Requirement: Print out all the records, word for word.

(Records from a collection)
==========

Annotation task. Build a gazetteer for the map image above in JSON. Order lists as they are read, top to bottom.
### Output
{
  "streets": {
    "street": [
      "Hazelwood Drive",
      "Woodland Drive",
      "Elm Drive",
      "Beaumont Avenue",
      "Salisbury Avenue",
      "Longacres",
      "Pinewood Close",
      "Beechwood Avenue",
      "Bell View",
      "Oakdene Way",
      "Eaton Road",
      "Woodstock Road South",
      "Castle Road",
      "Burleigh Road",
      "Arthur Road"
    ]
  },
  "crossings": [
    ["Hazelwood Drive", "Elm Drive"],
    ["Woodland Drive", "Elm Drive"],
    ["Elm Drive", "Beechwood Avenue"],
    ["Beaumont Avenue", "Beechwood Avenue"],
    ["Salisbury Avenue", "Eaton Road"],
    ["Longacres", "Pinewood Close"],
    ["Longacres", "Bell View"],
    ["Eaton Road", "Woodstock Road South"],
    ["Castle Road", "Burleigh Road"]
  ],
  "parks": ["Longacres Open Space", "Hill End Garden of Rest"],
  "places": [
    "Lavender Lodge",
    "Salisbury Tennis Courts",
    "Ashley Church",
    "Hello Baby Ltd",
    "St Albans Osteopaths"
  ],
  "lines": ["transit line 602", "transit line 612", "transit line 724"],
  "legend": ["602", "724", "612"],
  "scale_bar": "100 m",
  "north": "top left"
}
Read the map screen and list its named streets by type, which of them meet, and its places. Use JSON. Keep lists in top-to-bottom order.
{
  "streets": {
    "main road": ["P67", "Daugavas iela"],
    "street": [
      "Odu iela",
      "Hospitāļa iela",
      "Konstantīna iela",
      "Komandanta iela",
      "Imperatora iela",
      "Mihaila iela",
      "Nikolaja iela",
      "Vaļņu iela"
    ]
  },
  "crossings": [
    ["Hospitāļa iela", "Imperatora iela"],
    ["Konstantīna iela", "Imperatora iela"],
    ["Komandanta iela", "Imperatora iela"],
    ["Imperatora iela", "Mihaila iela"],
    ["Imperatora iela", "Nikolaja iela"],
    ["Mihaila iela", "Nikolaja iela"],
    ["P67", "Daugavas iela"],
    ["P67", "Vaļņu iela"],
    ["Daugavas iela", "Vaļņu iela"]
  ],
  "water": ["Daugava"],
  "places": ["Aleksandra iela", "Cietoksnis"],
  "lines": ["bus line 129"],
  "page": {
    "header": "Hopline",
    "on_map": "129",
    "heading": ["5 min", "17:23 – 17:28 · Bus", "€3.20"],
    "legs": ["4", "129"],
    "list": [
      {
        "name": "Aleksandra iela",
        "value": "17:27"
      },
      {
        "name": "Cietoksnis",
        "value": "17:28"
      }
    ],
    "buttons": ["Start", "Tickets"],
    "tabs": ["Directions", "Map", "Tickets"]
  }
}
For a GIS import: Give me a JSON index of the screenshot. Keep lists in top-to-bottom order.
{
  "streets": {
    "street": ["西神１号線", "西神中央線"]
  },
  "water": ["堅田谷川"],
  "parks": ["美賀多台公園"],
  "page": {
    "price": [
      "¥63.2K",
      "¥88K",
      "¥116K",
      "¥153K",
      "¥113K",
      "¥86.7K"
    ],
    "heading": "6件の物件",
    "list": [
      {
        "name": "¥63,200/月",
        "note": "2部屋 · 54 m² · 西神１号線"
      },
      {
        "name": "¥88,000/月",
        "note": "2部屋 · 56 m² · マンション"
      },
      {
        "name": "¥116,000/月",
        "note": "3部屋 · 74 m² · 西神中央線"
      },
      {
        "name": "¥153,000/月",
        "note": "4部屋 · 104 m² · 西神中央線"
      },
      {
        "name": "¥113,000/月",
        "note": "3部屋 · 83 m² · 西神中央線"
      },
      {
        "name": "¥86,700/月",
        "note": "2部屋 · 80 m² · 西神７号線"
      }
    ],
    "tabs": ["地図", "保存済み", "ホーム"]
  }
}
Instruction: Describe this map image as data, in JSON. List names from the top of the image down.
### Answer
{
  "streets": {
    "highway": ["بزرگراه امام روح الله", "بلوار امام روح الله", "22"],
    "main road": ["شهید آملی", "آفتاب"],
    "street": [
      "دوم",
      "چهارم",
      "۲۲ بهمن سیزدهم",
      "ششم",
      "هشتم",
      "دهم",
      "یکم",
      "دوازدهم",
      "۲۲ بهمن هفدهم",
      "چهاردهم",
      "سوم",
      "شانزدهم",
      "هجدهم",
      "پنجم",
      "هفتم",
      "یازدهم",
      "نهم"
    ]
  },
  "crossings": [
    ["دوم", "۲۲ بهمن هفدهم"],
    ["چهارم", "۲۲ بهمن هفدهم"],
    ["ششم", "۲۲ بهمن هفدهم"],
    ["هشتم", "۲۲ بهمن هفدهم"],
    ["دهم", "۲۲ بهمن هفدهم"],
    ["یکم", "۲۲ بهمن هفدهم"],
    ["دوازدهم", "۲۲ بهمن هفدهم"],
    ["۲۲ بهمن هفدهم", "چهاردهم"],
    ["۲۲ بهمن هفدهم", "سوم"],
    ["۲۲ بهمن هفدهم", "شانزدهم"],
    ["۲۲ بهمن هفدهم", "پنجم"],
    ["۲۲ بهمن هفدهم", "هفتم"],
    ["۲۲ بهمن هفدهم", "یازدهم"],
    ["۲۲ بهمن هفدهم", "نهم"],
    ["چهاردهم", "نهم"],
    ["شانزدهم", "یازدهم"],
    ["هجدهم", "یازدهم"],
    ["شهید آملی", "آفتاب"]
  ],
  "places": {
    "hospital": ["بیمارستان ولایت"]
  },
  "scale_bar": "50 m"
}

==========

Response box:
Annotation task. Build a gazetteer for the map image above in JSON. Order lists as they are read, top to bottom.
### Output
{
  "streets": {
    "street": [
      "Hazelwood Drive",
      "Woodland Drive",
      "Elm Drive",
      "Beaumont Avenue",
      "Salisbury Avenue",
      "Longacres",
      "Pinewood Close",
      "Beechwood Avenue",
      "Bell View",
      "Oakdene Way",
      "Eaton Road",
      "Woodstock Road South",
      "Castle Road",
      "Burleigh Road",
      "Arthur Road"
    ]
  },
  "crossings": [
    ["Hazelwood Drive", "Elm Drive"],
    ["Woodland Drive", "Elm Drive"],
    ["Elm Drive", "Beechwood Avenue"],
    ["Beaumont Avenue", "Beechwood Avenue"],
    ["Salisbury Avenue", "Eaton Road"],
    ["Longacres", "Pinewood Close"],
    ["Longacres", "Bell View"],
    ["Eaton Road", "Woodstock Road South"],
    ["Castle Road", "Burleigh Road"]
  ],
  "parks": ["Longacres Open Space", "Hill End Garden of Rest"],
  "places": [
    "Lavender Lodge",
    "Salisbury Tennis Courts",
    "Ashley Church",
    "Hello Baby Ltd",
    "St Albans Osteopaths"
  ],
  "lines": ["transit line 602", "transit line 612", "transit line 724"],
  "legend": ["602", "724", "612"],
  "scale_bar": "100 m",
  "north": "top left"
}
Read the map screen and list its named streets by type, which of them meet, and its places. Use JSON. Keep lists in top-to-bottom order.
{
  "streets": {
    "main road": ["P67", "Daugavas iela"],
    "street": [
      "Odu iela",
      "Hospitāļa iela",
      "Konstantīna iela",
      "Komandanta iela",
      "Imperatora iela",
      "Mihaila iela",
      "Nikolaja iela",
      "Vaļņu iela"
    ]
  },
  "crossings": [
    ["Hospitāļa iela", "Imperatora iela"],
    ["Konstantīna iela", "Imperatora iela"],
    ["Komandanta iela", "Imperatora iela"],
    ["Imperatora iela", "Mihaila iela"],
    ["Imperatora iela", "Nikolaja iela"],
    ["Mihaila iela", "Nikolaja iela"],
    ["P67", "Daugavas iela"],
    ["P67", "Vaļņu iela"],
    ["Daugavas iela", "Vaļņu iela"]
  ],
  "water": ["Daugava"],
  "places": ["Aleksandra iela", "Cietoksnis"],
  "lines": ["bus line 129"],
  "page": {
    "header": "Hopline",
    "on_map": "129",
    "heading": ["5 min", "17:23 – 17:28 · Bus", "€3.20"],
    "legs": ["4", "129"],
    "list": [
      {
        "name": "Aleksandra iela",
        "value": "17:27"
      },
      {
        "name": "Cietoksnis",
        "value": "17:28"
      }
    ],
    "buttons": ["Start", "Tickets"],
    "tabs": ["Directions", "Map", "Tickets"]
  }
}
For a GIS import: Give me a JSON index of the screenshot. Keep lists in top-to-bottom order.
{
  "streets": {
    "street": ["西神１号線", "西神中央線"]
  },
  "water": ["堅田谷川"],
  "parks": ["美賀多台公園"],
  "page": {
    "price": [
      "¥63.2K",
      "¥88K",
      "¥116K",
      "¥153K",
      "¥113K",
      "¥86.7K"
    ],
    "heading": "6件の物件",
    "list": [
      {
        "name": "¥63,200/月",
        "note": "2部屋 · 54 m² · 西神１号線"
      },
      {
        "name": "¥88,000/月",
        "note": "2部屋 · 56 m² · マンション"
      },
      {
        "name": "¥116,000/月",
        "note": "3部屋 · 74 m² · 西神中央線"
      },
      {
        "name": "¥153,000/月",
        "note": "4部屋 · 104 m² · 西神中央線"
      },
      {
        "name": "¥113,000/月",
        "note": "3部屋 · 83 m² · 西神中央線"
      },
      {
        "name": "¥86,700/月",
        "note": "2部屋 · 80 m² · 西神７号線"
      }
    ],
    "tabs": ["地図", "保存済み", "ホーム"]
  }
}
Instruction: Describe this map image as data, in JSON. List names from the top of the image down.
### Answer
{
  "streets": {
    "highway": ["بزرگراه امام روح الله", "بلوار امام روح الله", "22"],
    "main road": ["شهید آملی", "آفتاب"],
    "street": [
      "دوم",
      "چهارم",
      "۲۲ بهمن سیزدهم",
      "ششم",
      "هشتم",
      "دهم",
      "یکم",
      "دوازدهم",
      "۲۲ بهمن هفدهم",
      "چهاردهم",
      "سوم",
      "شانزدهم",
      "هجدهم",
      "پنجم",
      "هفتم",
      "یازدهم",
      "نهم"
    ]
  },
  "crossings": [
    ["دوم", "۲۲ بهمن هفدهم"],
    ["چهارم", "۲۲ بهمن هفدهم"],
    ["ششم", "۲۲ بهمن هفدهم"],
    ["هشتم", "۲۲ بهمن هفدهم"],
    ["دهم", "۲۲ بهمن هفدهم"],
    ["یکم", "۲۲ بهمن هفدهم"],
    ["دوازدهم", "۲۲ بهمن هفدهم"],
    ["۲۲ بهمن هفدهم", "چهاردهم"],
    ["۲۲ بهمن هفدهم", "سوم"],
    ["۲۲ بهمن هفدهم", "شانزدهم"],
    ["۲۲ بهمن هفدهم", "پنجم"],
    ["۲۲ بهمن هفدهم", "هفتم"],
    ["۲۲ بهمن هفدهم", "یازدهم"],
    ["۲۲ بهمن هفدهم", "نهم"],
    ["چهاردهم", "نهم"],
    ["شانزدهم", "یازدهم"],
    ["هجدهم", "یازدهم"],
    ["شهید آملی", "آفتاب"]
  ],
  "places": {
    "hospital": ["بیمارستان ولایت"]
  },
  "scale_bar": "50 m"
}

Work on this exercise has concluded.